[Start of section]
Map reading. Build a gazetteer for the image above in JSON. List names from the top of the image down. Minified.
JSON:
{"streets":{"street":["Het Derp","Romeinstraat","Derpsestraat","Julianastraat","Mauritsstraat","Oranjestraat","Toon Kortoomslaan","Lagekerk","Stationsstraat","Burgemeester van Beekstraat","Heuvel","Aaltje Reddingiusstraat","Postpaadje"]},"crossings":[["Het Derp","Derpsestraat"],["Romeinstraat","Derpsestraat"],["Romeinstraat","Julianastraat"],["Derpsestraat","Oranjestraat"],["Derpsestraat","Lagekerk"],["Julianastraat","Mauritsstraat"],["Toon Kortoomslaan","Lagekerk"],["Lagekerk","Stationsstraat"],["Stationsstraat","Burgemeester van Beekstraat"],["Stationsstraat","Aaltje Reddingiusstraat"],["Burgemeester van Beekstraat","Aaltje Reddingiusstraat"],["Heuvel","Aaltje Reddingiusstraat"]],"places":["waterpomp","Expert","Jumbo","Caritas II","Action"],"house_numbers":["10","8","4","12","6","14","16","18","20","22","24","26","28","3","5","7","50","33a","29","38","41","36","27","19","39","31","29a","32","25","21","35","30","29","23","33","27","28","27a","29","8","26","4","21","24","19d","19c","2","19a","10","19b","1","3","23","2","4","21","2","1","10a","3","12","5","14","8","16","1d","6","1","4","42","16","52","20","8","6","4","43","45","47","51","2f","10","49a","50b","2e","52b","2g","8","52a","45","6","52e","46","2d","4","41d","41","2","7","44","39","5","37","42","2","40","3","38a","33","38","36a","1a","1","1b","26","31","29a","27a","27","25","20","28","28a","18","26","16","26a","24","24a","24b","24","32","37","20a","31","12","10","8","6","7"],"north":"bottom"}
[End of section]
> **What you need to do**:
Reply with the complete data above, every character as it stands.

> **Solution to this problem**:
Map reading. Build a gazetteer for the image above in JSON. List names from the top of the image down. Minified.
JSON:
{"streets":{"street":["Het Derp","Romeinstraat","Derpsestraat","Julianastraat","Mauritsstraat","Oranjestraat","Toon Kortoomslaan","Lagekerk","Stationsstraat","Burgemeester van Beekstraat","Heuvel","Aaltje Reddingiusstraat","Postpaadje"]},"crossings":[["Het Derp","Derpsestraat"],["Romeinstraat","Derpsestraat"],["Romeinstraat","Julianastraat"],["Derpsestraat","Oranjestraat"],["Derpsestraat","Lagekerk"],["Julianastraat","Mauritsstraat"],["Toon Kortoomslaan","Lagekerk"],["Lagekerk","Stationsstraat"],["Stationsstraat","Burgemeester van Beekstraat"],["Stationsstraat","Aaltje Reddingiusstraat"],["Burgemeester van Beekstraat","Aaltje Reddingiusstraat"],["Heuvel","Aaltje Reddingiusstraat"]],"places":["waterpomp","Expert","Jumbo","Caritas II","Action"],"house_numbers":["10","8","4","12","6","14","16","18","20","22","24","26","28","3","5","7","50","33a","29","38","41","36","27","19","39","31","29a","32","25","21","35","30","29","23","33","27","28","27a","29","8","26","4","21","24","19d","19c","2","19a","10","19b","1","3","23","2","4","21","2","1","10a","3","12","5","14","8","16","1d","6","1","4","42","16","52","20","8","6","4","43","45","47","51","2f","10","49a","50b","2e","52b","2g","8","52a","45","6","52e","46","2d","4","41d","41","2","7","44","39","5","37","42","2","40","3","38a","33","38","36a","1a","1","1b","26","31","29a","27a","27","25","20","28","28a","18","26","16","26a","24","24a","24b","24","32","37","20a","31","12","10","8","6","7"],"north":"bottom"}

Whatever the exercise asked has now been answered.